Tipps für die Verhandlung – Einfache Sprache

Wenn man zu einer Verhandlung muss, sollte man ein paar Dinge beachten:

  • Gehen Sie zum Termin! Für Beschuldigte ist die Anwesenheit verpflichtend. Wenn man nicht hingeht, holt einen die Polizei vielleicht zu Hause ab.

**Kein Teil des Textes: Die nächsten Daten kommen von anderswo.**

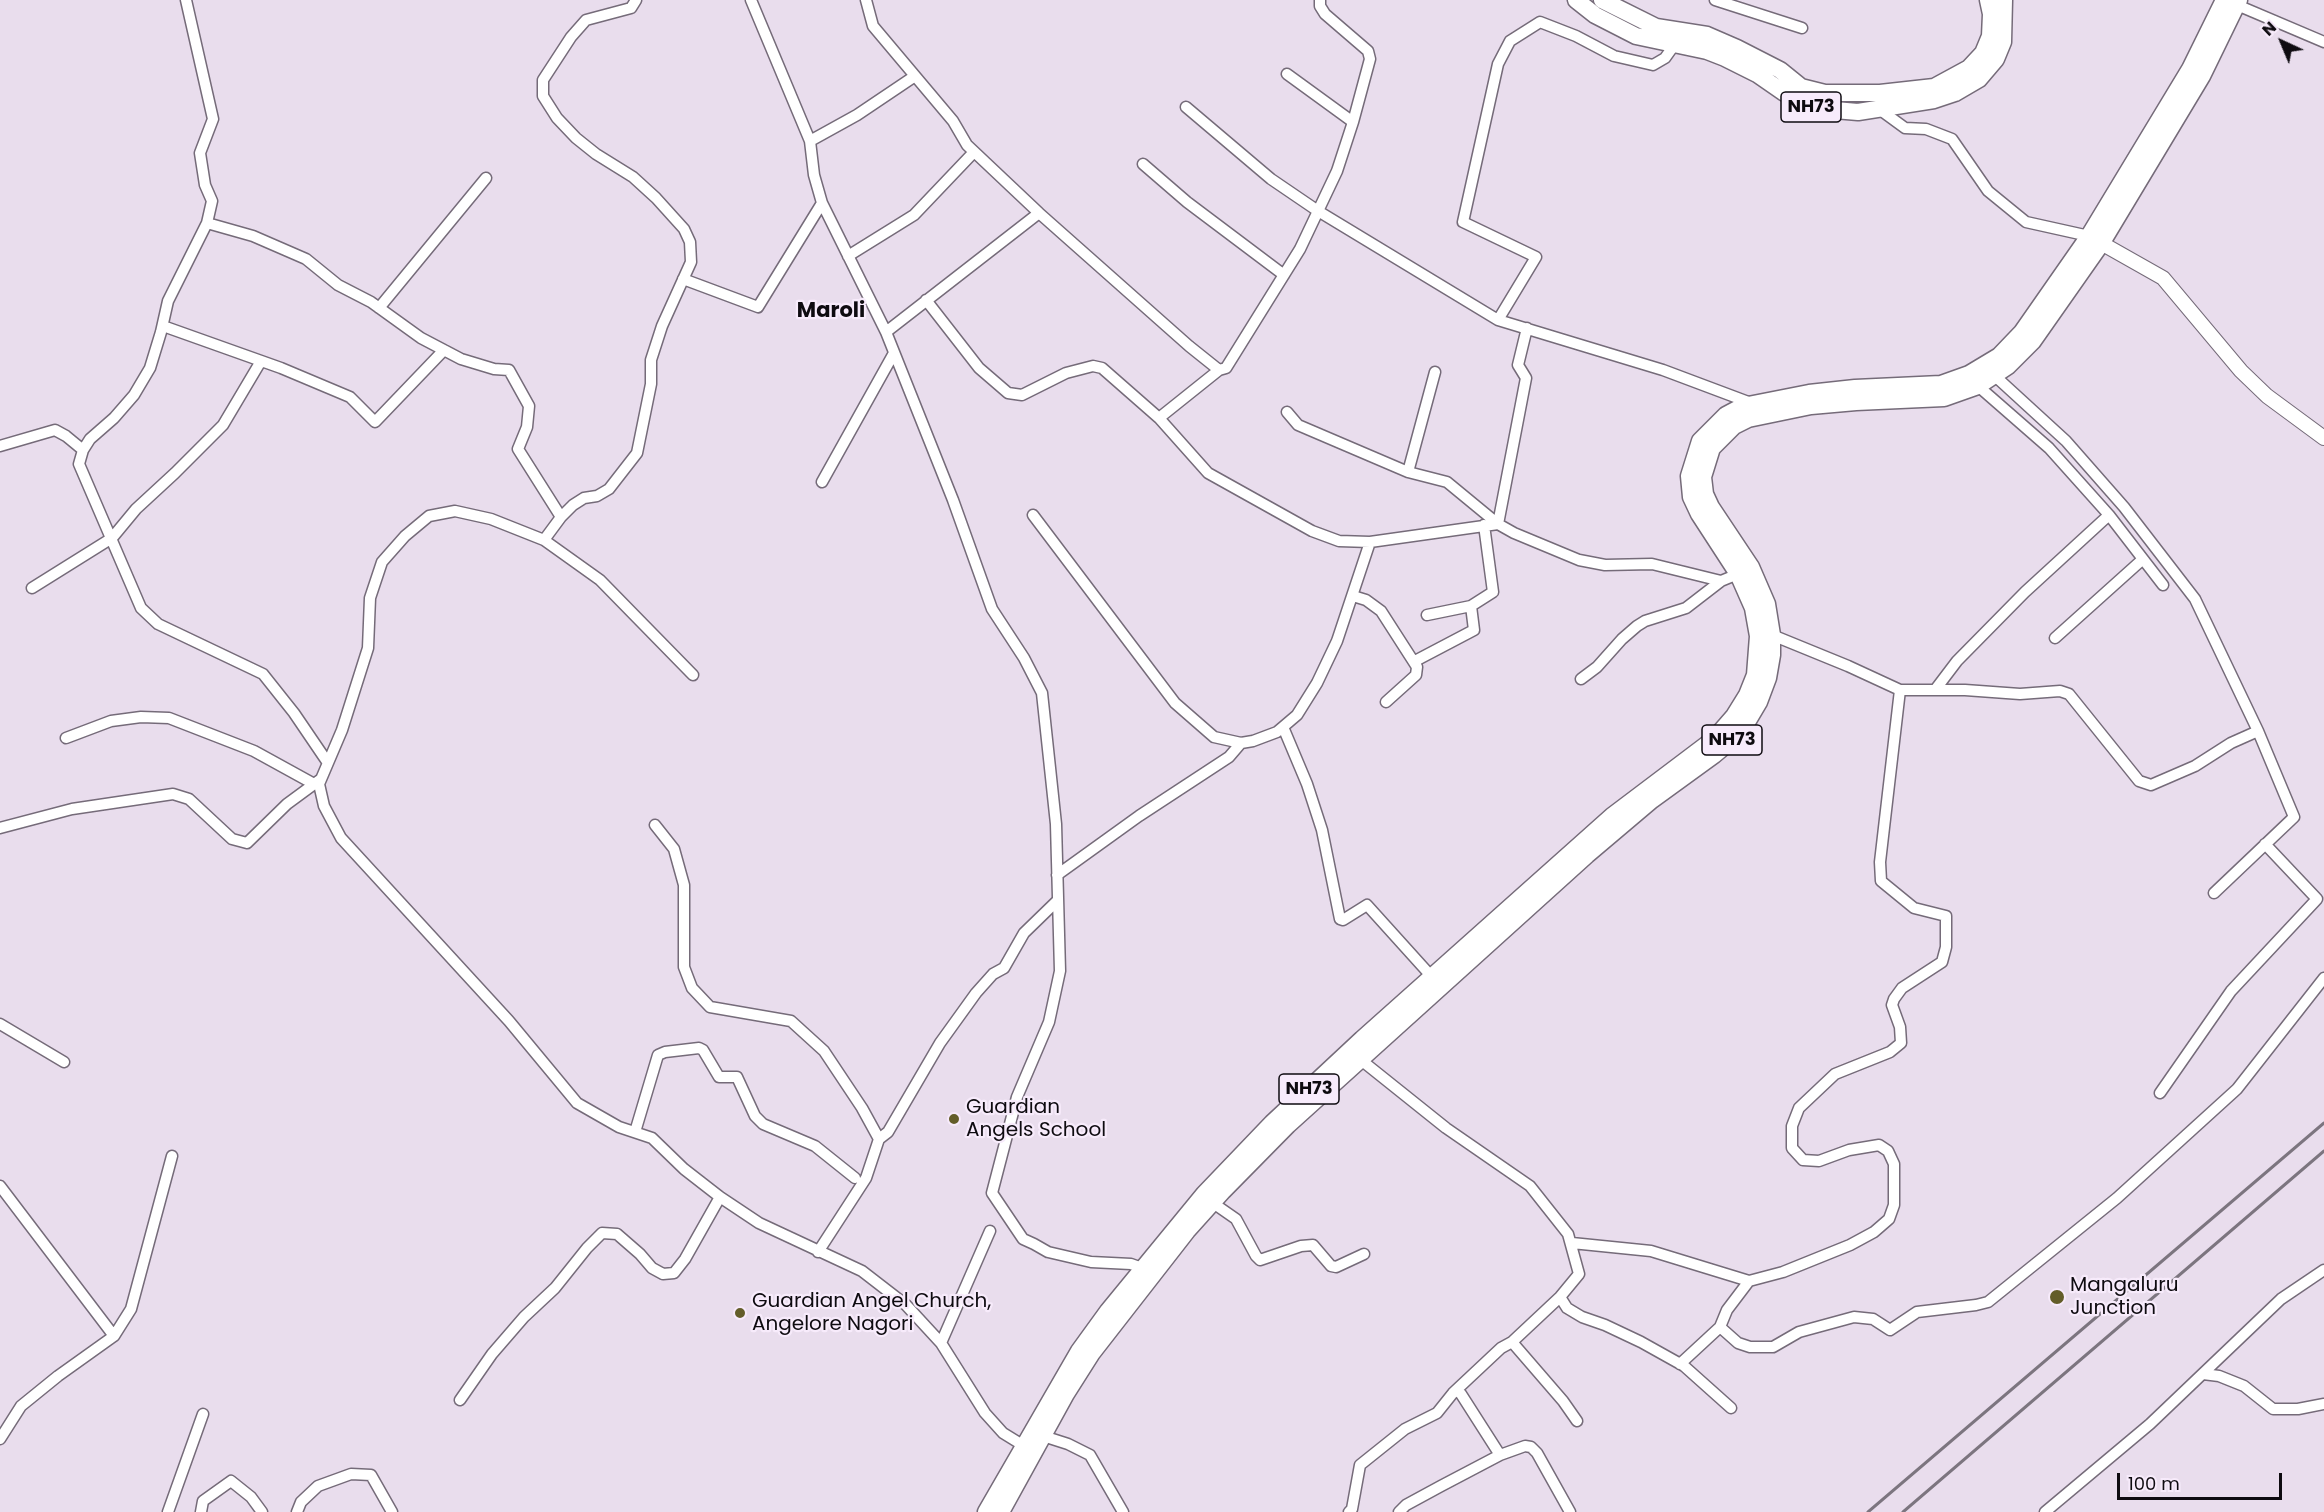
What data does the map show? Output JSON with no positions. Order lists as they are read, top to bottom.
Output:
{
  "streets": {
    "highway": ["NH73"]
  },
  "districts": ["Maroli"],
  "places": ["Guardian Angels School", "Mangaluru Junction", "Guardian Angel Church, Angelore Nagori"],
  "scale_bar": "100 m",
  "north": "top left"
}
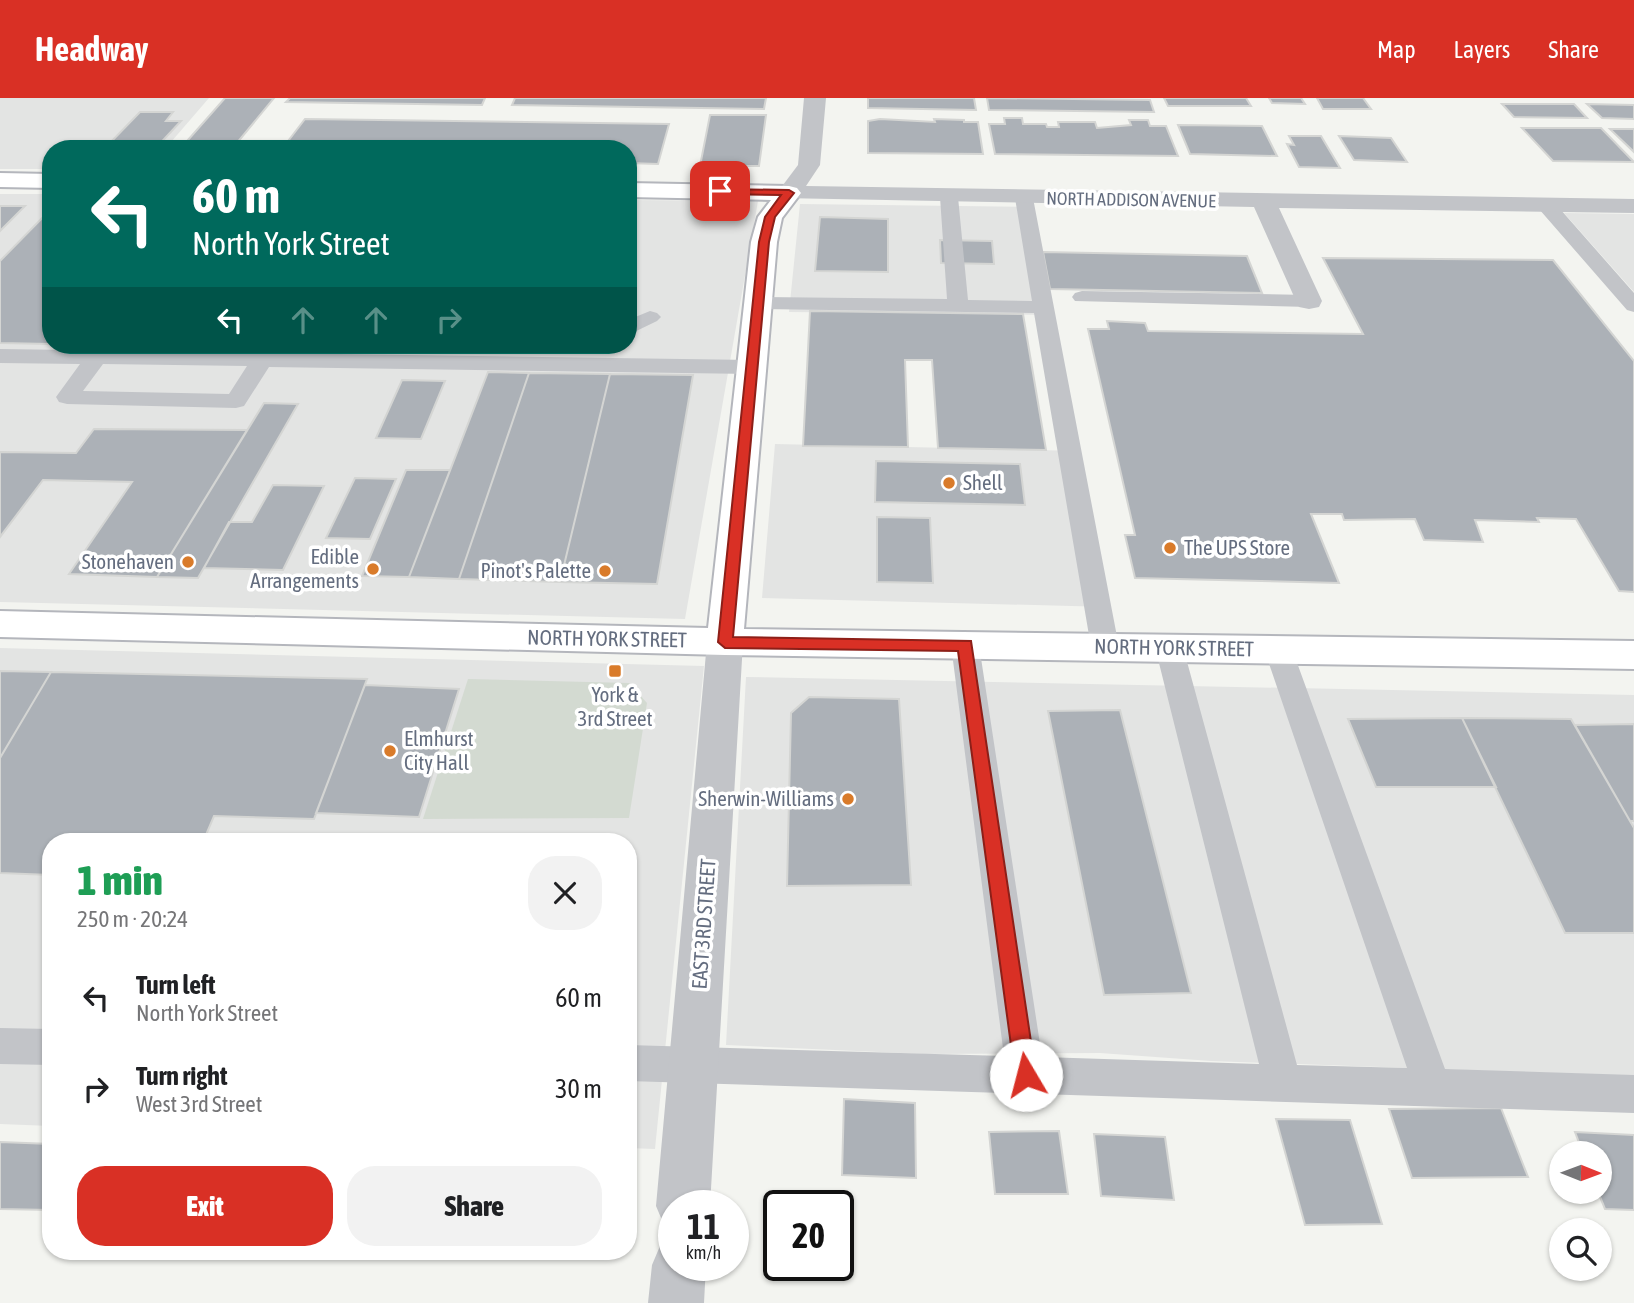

  • Seien Sie pünktlich! Wenn Sie es nicht rechtzeitig schaffen, rufen Sie beim Gericht an. Wenn Sie krank sind, schreiben Sie rechtzeitig eine Entschuldigung. Dann müssen Sie dem Gericht aber auch eine Bestätigung vom Arzt schicken. Schreiben Sie bei allen Briefen unbedingt das Aktenzeichen dazu. Das Aktenzeichen finden Sie auf den Briefen vom Gericht.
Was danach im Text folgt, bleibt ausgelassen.